» **Source records**:
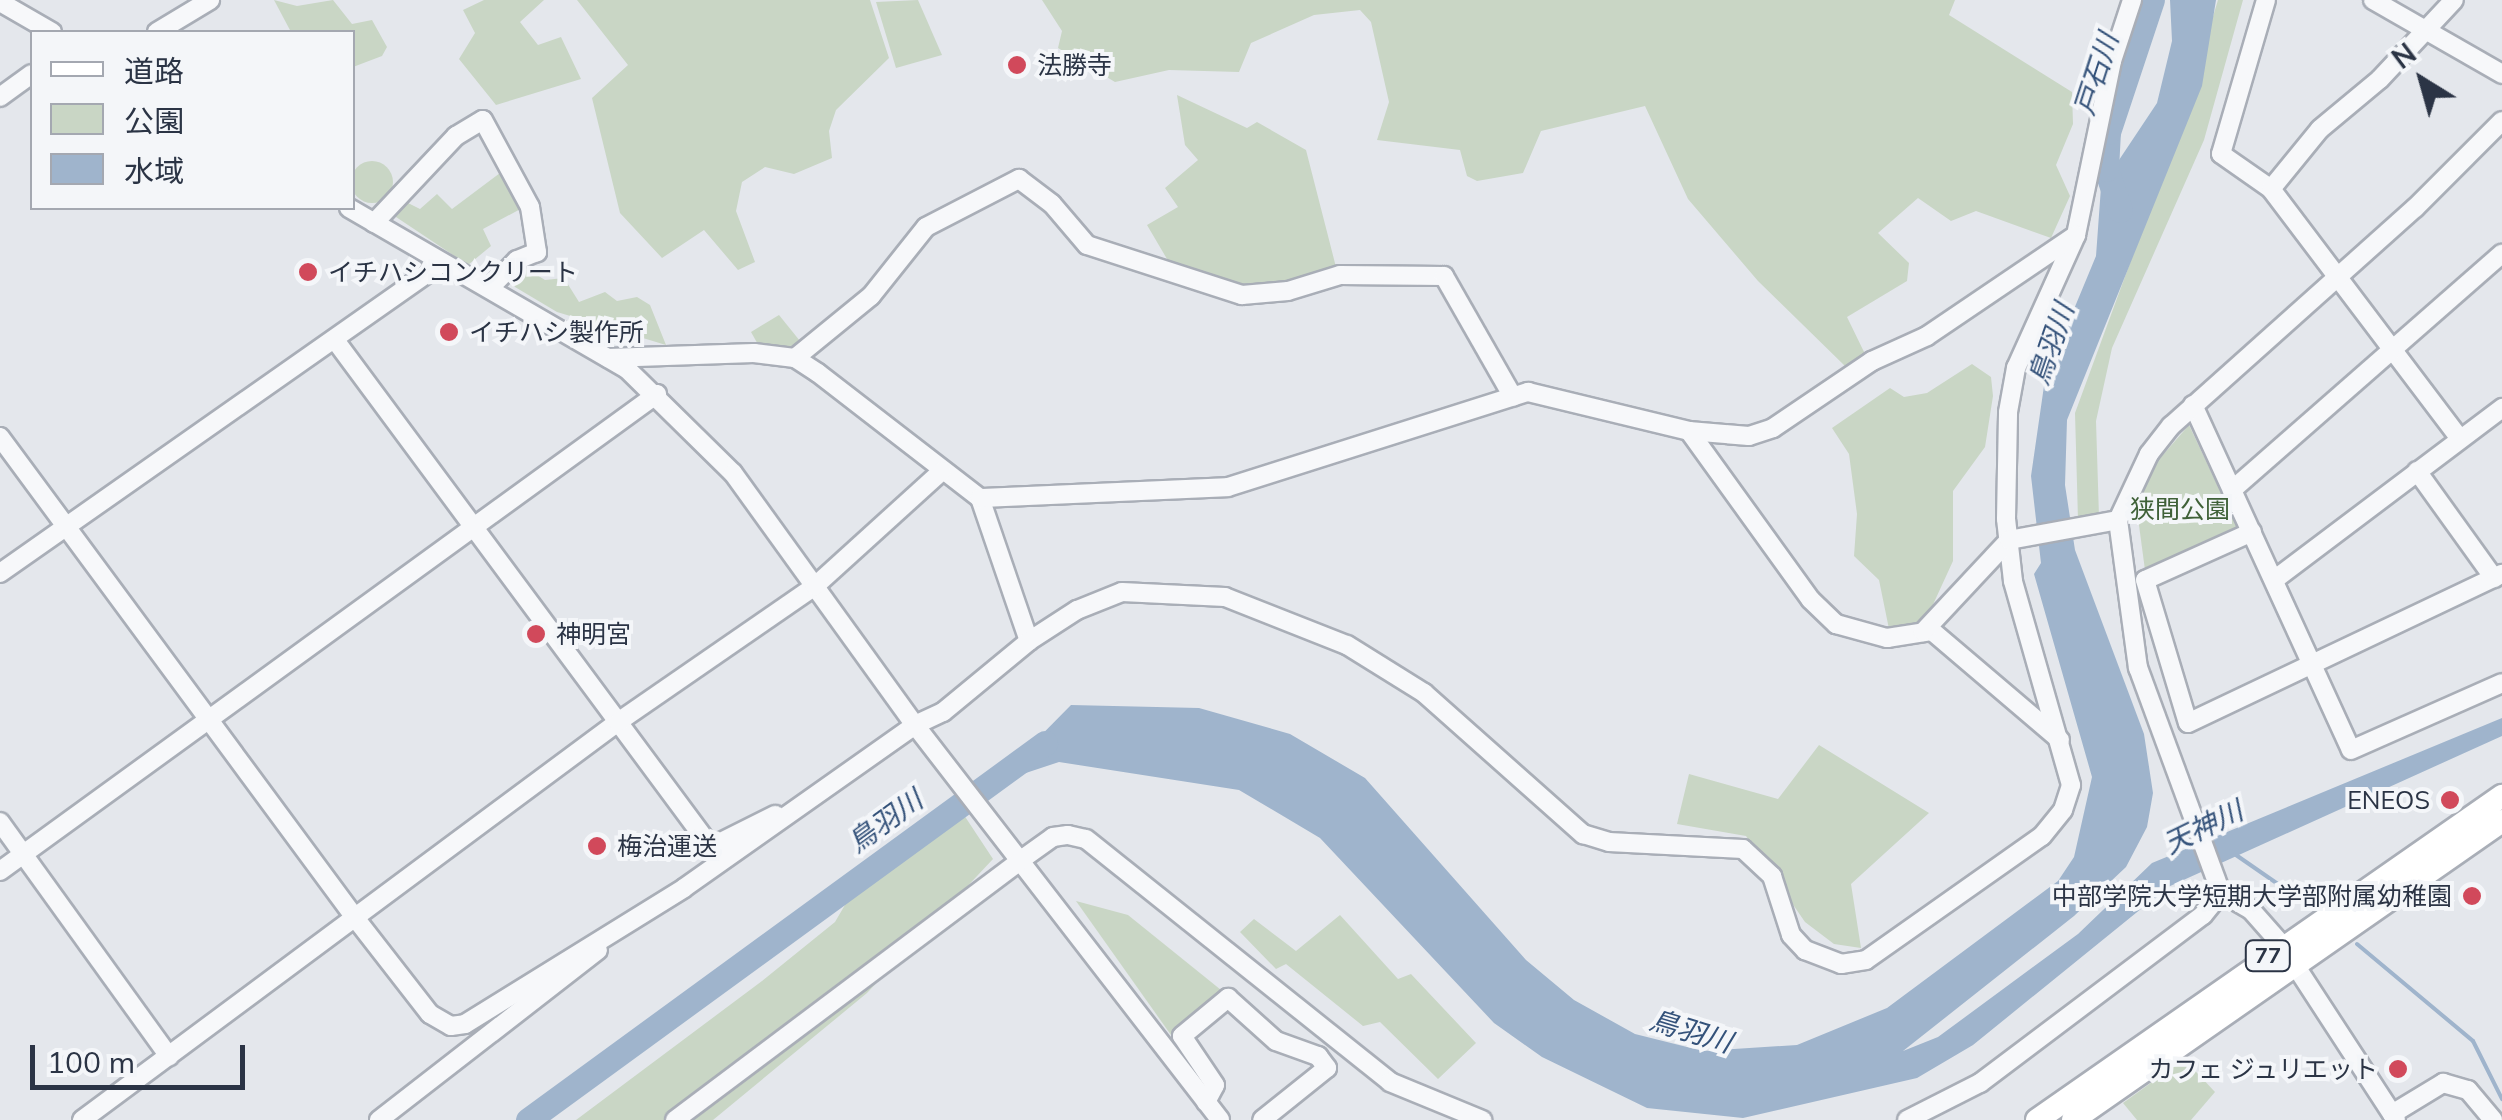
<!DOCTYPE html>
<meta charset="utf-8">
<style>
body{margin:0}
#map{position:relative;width:2502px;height:1120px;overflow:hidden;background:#e4e7ec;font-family:Mulish,"Noto Sans JP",sans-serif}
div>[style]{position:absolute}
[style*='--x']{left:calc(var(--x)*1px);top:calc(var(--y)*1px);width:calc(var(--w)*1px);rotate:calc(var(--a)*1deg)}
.green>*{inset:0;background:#c9d6c5}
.round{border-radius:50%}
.water>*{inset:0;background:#9fb4cc}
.stream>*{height:4px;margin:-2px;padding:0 2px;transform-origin:2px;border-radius:2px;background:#9fb4cc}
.river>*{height:25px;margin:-12.5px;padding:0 12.5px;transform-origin:12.5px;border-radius:12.5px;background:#9fb4cc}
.roads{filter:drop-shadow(2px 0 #a9aeb7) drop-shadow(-2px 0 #a9aeb7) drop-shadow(0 2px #a9aeb7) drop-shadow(0 -2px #a9aeb7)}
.minor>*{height:18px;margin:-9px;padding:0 9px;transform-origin:9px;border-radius:9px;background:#f7f8fa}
.major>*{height:22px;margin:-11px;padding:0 11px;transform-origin:11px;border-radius:11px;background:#fff}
.dots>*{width:28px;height:28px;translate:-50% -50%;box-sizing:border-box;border:5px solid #f4f6f9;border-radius:50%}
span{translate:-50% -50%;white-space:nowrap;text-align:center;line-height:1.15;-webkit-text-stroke:8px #f4f6f9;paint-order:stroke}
.shield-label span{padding:2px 8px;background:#f4f6f9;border:2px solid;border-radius:8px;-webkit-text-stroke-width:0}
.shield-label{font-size:22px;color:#2b3445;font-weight:700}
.poi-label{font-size:25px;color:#2b3445}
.left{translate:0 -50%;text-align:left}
.right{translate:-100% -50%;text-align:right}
.park-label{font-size:25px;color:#3f6138}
.water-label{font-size:28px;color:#34527a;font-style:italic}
.legend{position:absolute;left:30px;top:30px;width:325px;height:180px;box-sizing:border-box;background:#f4f6f9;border:2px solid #a4a8b1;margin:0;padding:12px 18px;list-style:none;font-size:30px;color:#2b3445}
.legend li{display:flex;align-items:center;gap:20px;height:50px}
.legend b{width:50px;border:2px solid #a4a8b1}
.north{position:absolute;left:2372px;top:30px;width:100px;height:100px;-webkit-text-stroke:8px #f4f6f9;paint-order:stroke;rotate:323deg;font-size:28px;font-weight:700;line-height:40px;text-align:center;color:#2b3445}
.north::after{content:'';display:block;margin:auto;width:35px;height:45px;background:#2b3445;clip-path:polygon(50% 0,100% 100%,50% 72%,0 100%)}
.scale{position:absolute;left:30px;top:1045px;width:215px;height:45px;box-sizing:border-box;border:5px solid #2b3445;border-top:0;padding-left:12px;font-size:30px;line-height:35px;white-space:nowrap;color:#2b3445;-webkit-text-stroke:8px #f4f6f9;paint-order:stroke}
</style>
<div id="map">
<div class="green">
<i style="clip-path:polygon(274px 0,297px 6px,333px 0,352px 24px,372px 20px,387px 47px,382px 56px,353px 67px,352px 32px,291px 32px)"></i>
<i style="clip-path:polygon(484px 0,544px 0,520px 22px,538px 45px,561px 37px,581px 79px,496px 105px,459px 59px,475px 33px,463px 10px)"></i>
<i style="clip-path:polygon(577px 0,870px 0,889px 58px,836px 110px,829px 131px,832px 158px,794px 174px,765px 167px,742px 182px,736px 211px,755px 262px,738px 270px,704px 230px,662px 258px,620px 213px,592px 98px,628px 65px)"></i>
<i style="clip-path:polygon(918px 0,942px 55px,896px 68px,876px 2px)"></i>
<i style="clip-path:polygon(1042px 0,1955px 0,1949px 15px,2072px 92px,2073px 124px,2056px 165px,2070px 196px,2051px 238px,1976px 211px,1951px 221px,1918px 198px,1878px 233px,1909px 263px,1907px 281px,1847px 317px,1866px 356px,1846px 367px,1758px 281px,1688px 199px,1645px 106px,1541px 131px,1523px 173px,1477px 181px,1467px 176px,1460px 150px,1377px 140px,1389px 102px,1371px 22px,1360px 10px,1314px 15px,1251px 43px,1239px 72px,1169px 70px,1115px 82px,1058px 48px,1062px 31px)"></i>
<i style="clip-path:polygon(2218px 0,2243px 0,2204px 140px,2112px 348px,2096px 421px,2099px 517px,2078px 520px,2075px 413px,2178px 132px)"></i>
<i style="clip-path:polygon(1177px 95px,1247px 128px,1257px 122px,1306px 150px,1337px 271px,1256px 293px,1178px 269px,1167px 259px,1147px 225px,1178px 207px,1165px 188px,1198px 160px,1185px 145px)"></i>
<i class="round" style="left:351px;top:161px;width:42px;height:42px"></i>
<i style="clip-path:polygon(504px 170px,526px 206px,483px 229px,491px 246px,468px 265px,390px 213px,404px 201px,420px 209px,437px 194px,452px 209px)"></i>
<i style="clip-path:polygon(524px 267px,545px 280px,564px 278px,579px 302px,605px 292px,617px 301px,637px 297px,650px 305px,666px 345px,557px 312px,515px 287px,511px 280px)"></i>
<i style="clip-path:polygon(779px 315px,800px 341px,781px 352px,760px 348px,751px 332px)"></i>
<i style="clip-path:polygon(1972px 364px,1991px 377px,1993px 396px,1985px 447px,1953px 491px,1953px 561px,1925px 622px,1889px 629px,1879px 580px,1854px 556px,1857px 514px,1849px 454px,1832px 428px,1890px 388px,1904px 397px,1927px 393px)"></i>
<i style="clip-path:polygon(2189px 425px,2239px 531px,2145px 570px,2134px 488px)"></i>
<i style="clip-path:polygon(1819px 745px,1929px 813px,1851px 884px,1861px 948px,1834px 944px,1805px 922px,1746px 836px,1677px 824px,1689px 774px,1778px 799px)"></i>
<i style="clip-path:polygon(960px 809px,993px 859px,867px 993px,713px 1120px,576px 1120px,762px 981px,835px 922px,852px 893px)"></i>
<i style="clip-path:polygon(1076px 901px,1128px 915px,1226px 994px,1171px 1035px)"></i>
<i style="clip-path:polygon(1340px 915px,1398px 979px,1411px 974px,1476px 1043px,1438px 1079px,1380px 1022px,1363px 1026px,1286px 964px,1276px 969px,1240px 932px,1254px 919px,1296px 951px)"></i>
<i style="clip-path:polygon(2184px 1059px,2215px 1092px,2191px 1120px,2137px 1120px,2123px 1103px)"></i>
</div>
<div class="water">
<i style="clip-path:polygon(2170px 0,2216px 0,2202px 86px,2067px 420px,2065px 485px,2075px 550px,2144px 734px,2153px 793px,2147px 827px,2126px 867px,2074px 916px,1903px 1051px,1938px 1037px,2078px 934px,2152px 863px,2502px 718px,2502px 736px,2168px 887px,1973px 1045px,1917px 1078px,1743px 1118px,1647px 1108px,1542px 1057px,1494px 1023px,1320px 838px,1239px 790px,1059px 762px,993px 784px,1071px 705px,1199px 708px,1290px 734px,1365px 778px,1526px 960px,1574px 1000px,1635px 1034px,1703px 1051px,1797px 1045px,1887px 1008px,2058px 881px,2074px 857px,2092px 777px,2034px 574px,2041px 563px,2031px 476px,2045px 379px,2096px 256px,2101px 187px,2157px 103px,2172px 41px)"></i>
</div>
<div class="stream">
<i style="--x:2236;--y:855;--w:95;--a:34.7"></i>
<i style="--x:2357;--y:944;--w:151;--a:39.9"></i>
<i style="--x:2473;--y:1041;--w:65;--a:63.4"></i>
</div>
<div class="river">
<i style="--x:2120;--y:210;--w:43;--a:-108.9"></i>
<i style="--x:2106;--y:169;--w:37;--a:-87"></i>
<i style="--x:2108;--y:132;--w:139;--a:-71.6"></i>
<i style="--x:528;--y:1120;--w:640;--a:-36.1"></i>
</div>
<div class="roads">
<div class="minor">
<i style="--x:2266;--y:0;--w:160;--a:106.3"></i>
<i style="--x:2221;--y:154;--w:61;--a:35"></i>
<i style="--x:2271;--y:189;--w:313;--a:52.9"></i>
<i style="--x:2373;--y:0;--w:149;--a:29.8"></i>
<i style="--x:0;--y:2;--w:60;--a:30"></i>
<i style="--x:157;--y:32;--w:62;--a:-31.1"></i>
<i style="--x:0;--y:97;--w:39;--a:-36"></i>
<i style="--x:2271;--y:189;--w:77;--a:-50.8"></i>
<i style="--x:2320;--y:129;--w:78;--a:-39.8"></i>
<i style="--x:2380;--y:79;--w:108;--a:-46.9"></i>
<i style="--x:349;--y:208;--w:321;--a:30.1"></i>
<i style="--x:627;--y:369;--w:148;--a:44.5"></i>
<i style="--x:733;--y:473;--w:311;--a:54.2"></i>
<i style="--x:915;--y:725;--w:499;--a:52.3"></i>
<i style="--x:374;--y:223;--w:120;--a:-46.7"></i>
<i style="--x:456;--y:136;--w:31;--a:-31"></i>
<i style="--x:483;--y:120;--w:99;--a:61.6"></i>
<i style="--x:530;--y:207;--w:46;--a:81.2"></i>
<i style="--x:537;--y:252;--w:22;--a:158"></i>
<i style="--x:517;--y:260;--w:37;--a:134"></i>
<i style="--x:335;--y:340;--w:625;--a:53.46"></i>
<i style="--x:707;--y:842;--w:12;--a:5"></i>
<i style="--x:719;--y:843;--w:63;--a:-26.6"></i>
<i style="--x:608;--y:358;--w:146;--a:-2"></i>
<i style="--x:754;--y:353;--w:41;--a:7"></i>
<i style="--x:795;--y:358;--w:27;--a:33"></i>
<i style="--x:818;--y:373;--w:205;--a:37.7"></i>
<i style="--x:980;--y:498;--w:151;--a:71.1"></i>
<i style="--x:795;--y:358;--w:98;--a:-39.2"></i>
<i style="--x:871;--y:296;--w:88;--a:-51.4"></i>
<i style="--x:926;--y:227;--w:105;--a:-27.3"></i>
<i style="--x:1019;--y:179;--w:41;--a:37.1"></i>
<i style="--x:1052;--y:204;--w:54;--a:49.5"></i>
<i style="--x:1087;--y:245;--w:163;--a:17.9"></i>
<i style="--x:1242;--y:295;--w:46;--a:-5"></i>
<i style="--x:1288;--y:291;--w:54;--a:-17.1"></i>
<i style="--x:1340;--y:275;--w:104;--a:0.6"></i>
<i style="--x:1444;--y:276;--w:139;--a:60.3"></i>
<i style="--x:2193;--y:405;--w:379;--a:65.4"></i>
<i style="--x:2351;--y:750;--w:165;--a:-23.9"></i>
<i style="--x:1689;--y:431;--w:208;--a:54.2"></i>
<i style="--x:1811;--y:600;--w:35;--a:44"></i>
<i style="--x:1836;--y:624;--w:53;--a:15.4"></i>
<i style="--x:1887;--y:638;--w:46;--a:-8.8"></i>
<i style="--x:1932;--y:631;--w:168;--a:40.4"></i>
<i style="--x:0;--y:437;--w:599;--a:53.55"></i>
<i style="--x:356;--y:919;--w:120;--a:52.1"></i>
<i style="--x:430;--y:1014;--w:24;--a:30"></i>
<i style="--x:451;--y:1026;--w:14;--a:-8"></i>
<i style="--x:465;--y:1024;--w:258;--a:-31.8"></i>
<i style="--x:684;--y:888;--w:283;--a:-35.2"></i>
<i style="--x:915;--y:725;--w:31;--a:-25"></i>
<i style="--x:943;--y:712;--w:112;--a:-39.5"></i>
<i style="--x:1029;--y:641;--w:57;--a:-32.9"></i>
<i style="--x:1077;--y:610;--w:48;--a:-21.8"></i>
<i style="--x:1122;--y:592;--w:103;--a:2.8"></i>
<i style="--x:1225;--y:597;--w:131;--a:21.5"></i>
<i style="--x:1347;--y:645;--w:91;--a:31.9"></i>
<i style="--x:1424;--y:693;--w:213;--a:41.6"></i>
<i style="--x:1583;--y:834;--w:27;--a:17"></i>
<i style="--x:1609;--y:842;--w:134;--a:3"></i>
<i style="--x:1743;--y:849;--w:40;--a:43"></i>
<i style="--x:1772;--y:876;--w:62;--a:72.1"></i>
<i style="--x:1791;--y:935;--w:21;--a:47"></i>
<i style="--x:1805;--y:950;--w:39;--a:21"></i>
<i style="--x:1841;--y:964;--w:25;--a:-9"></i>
<i style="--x:1866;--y:960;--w:215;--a:-35.2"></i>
<i style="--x:2042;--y:836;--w:33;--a:-51"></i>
<i style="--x:2063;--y:810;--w:26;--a:-72"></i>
<i style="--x:2071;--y:785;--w:212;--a:-105.9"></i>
<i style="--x:2013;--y:581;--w:62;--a:-96.4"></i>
<i style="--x:2006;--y:519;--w:107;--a:-88.9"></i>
<i style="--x:2008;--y:412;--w:45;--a:-79.7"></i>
<i style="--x:2016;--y:368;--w:146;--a:-65.7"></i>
<i style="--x:2076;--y:235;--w:178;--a:-78.3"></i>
<i style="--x:2112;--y:61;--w:64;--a:-71.8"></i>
<i style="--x:2417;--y:471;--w:132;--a:54.3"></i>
<i style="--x:2232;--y:490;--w:359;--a:-41.2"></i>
<i style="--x:980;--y:498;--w:248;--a:-2.5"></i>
<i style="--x:1228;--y:487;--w:315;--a:-17.6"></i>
<i style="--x:1528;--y:392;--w:166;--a:13.6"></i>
<i style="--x:1689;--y:431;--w:60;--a:4.8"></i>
<i style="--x:1749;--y:436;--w:25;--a:-18"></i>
<i style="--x:1773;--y:428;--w:120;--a:-34.1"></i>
<i style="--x:1872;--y:361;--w:60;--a:-24.4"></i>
<i style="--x:1927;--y:336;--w:180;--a:-34.1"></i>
<i style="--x:2252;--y:532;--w:117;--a:155.8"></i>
<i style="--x:2145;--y:580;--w:149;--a:73.3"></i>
<i style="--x:2188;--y:723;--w:348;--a:-25.4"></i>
<i style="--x:0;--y:573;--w:540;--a:-35.04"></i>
<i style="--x:2274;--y:580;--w:286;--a:-37"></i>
<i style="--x:1923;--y:632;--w:126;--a:-46.9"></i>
<i style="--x:2009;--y:540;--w:111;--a:-10.4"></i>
<i style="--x:0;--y:822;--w:289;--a:54.2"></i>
<i style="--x:0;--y:871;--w:812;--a:-35.98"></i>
<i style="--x:1206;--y:1102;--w:19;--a:-62"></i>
<i style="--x:1215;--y:1085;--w:59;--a:-124"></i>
<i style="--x:1182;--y:1036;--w:60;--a:-39.6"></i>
<i style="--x:1228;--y:998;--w:64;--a:41.9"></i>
<i style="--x:1276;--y:1041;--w:45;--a:19.7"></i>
<i style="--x:1318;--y:1056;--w:15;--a:53"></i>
<i style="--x:1327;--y:1068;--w:83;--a:141.3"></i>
<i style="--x:2392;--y:1114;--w:60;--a:-31.3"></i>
<i style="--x:2443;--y:1083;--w:26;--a:16"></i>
<i style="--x:2468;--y:1090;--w:39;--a:50"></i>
<i style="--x:82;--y:1120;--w:668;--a:-36.6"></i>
<i style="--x:618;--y:722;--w:239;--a:-34.6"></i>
<i style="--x:815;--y:586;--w:171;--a:-42.2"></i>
<i style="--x:379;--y:1120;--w:277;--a:-37.8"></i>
<i style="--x:675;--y:1120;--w:429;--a:-36.9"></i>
<i style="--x:1018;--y:862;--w:43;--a:-35.5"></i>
<i style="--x:1053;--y:837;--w:15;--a:-8"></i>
<i style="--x:1068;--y:835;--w:18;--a:13"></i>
<i style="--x:1086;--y:839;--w:389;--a:38.6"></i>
<i style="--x:1390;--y:1082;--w:100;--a:22.4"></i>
<i style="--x:1907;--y:1120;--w:82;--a:-26.9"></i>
<i style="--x:1980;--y:1083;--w:279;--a:-37"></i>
<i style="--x:2203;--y:915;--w:28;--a:-51"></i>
<i style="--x:2396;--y:1120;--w:209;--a:-123.1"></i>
<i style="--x:2282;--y:945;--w:47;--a:-131.5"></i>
<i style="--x:2251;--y:910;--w:34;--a:-150"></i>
<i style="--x:2221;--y:893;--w:240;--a:-110.2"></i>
<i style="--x:2138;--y:668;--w:149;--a:-97.7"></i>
<i style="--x:2118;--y:520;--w:73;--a:-64.8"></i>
<i style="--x:2149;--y:454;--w:36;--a:-52"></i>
<i style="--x:2171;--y:426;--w:327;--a:-41.8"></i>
<i style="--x:2415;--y:208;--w:123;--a:-45"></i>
</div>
<div class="major">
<i style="--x:2037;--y:1120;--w:567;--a:-34.87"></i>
<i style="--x:2073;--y:1120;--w:523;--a:-34.88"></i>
</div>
</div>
<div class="dots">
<i style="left:1017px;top:65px;background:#d1495b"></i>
<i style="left:308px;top:272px;background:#d1495b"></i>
<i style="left:449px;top:332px;background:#d1495b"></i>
<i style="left:536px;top:634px;background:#d1495b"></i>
<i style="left:2450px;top:800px;background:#d1495b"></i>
<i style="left:597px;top:846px;background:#d1495b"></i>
<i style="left:2472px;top:896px;background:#d1495b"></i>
<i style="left:2398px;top:1069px;background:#d1495b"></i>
</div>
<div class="shield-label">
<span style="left:2268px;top:956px">77</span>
</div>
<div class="poi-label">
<span class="left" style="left:1037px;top:65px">法勝寺</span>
<span class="left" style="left:328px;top:272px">イチハシコンクリート</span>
<span class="left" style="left:469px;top:332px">イチハシ製作所</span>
<span class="left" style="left:556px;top:634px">神明宮</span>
<span class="right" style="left:2430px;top:800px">ENEOS</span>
<span class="left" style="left:617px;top:846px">梅治運送</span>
<span class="right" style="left:2452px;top:896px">中部学院大学短期大学部附属幼稚園</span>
<span class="right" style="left:2378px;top:1069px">カフェ ジュリエット</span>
</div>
<div class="park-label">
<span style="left:2180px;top:509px">狭間公園</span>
</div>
<div class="water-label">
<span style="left:2096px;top:74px;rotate:-72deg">戸石川</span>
<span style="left:2051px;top:344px;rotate:-71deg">鳥羽川</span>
<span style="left:885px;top:821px;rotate:-36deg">鳥羽川</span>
<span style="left:2203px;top:827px;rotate:-26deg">天神川</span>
<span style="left:1691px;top:1031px;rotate:17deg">鳥羽川</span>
</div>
<ul class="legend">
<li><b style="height:12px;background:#fff"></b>道路</li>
<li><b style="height:28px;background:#c9d6c5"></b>公園</li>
<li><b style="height:28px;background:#9fb4cc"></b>水域</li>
</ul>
<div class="north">N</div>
<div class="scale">100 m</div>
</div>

» **Try it**:
Task for the records above: copy every line in which the word "inset" occurs.

» **Result below**:
.green>*{inset:0;background:#c9d6c5}
.water>*{inset:0;background:#9fb4cc}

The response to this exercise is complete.